#### [Goal of the exercise]
Working from the listing below, pick each line containing the word "Coal" and copy it.
[[ Records for this task open ]]
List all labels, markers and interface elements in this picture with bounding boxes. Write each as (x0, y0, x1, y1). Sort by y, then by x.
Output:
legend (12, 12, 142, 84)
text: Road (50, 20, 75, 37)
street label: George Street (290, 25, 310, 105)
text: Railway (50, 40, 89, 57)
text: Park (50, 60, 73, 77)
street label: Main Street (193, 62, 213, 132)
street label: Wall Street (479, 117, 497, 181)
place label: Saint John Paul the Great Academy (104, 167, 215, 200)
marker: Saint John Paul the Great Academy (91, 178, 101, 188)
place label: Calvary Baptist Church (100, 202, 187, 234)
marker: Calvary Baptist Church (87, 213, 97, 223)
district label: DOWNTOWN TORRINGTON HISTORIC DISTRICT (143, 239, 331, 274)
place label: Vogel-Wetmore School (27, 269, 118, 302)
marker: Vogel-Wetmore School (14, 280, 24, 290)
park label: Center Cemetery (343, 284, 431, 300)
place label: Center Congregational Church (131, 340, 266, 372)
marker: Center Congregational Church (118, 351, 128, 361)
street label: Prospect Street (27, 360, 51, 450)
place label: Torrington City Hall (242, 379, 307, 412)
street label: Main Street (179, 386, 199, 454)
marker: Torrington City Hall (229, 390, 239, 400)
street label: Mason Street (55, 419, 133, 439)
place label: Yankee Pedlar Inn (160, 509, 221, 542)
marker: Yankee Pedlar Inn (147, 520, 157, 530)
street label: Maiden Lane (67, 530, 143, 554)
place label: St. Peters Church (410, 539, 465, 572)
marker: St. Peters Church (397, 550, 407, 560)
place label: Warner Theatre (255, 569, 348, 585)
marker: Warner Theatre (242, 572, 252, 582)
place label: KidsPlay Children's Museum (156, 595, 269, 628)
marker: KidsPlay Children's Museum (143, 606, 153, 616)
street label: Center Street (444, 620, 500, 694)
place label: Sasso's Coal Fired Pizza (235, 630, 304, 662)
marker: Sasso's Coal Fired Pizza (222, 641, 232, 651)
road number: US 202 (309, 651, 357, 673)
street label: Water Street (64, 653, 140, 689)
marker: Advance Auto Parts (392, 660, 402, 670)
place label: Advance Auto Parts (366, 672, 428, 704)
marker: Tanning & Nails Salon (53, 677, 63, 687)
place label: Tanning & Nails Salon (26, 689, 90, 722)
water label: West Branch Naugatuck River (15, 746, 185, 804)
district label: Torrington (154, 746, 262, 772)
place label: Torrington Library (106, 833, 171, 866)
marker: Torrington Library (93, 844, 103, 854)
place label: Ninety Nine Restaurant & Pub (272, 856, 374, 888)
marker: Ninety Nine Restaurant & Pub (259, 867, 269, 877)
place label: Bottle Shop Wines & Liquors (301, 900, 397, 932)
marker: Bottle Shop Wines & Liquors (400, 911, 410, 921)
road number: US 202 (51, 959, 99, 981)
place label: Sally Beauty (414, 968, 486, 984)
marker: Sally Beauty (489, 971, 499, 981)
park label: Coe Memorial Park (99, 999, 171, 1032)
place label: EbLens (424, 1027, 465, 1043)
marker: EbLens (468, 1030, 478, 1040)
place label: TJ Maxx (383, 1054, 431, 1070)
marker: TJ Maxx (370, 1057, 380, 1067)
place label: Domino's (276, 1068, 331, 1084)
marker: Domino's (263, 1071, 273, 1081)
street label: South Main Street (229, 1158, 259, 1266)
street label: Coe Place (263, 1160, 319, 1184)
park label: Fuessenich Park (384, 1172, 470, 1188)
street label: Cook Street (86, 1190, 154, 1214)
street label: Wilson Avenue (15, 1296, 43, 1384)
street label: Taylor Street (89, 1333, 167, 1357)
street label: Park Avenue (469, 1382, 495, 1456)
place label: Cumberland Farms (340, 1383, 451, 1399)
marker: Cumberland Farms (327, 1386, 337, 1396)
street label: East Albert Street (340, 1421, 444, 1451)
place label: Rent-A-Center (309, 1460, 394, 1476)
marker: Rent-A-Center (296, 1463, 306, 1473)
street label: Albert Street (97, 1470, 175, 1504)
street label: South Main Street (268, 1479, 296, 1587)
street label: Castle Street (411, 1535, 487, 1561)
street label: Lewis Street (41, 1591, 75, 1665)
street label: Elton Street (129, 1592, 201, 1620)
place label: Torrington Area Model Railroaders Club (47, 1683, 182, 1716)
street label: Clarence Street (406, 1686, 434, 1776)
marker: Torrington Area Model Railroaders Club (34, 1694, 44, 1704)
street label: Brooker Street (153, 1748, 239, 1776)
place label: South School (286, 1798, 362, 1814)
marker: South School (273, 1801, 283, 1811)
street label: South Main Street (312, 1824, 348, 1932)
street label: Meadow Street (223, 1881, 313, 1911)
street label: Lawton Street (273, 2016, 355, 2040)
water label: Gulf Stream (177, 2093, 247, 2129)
[[ Records for this task closed ]]
#### [Written response]
place label: Sasso's Coal Fired Pizza (235, 630, 304, 662)
marker: Sasso's Coal Fired Pizza (222, 641, 232, 651)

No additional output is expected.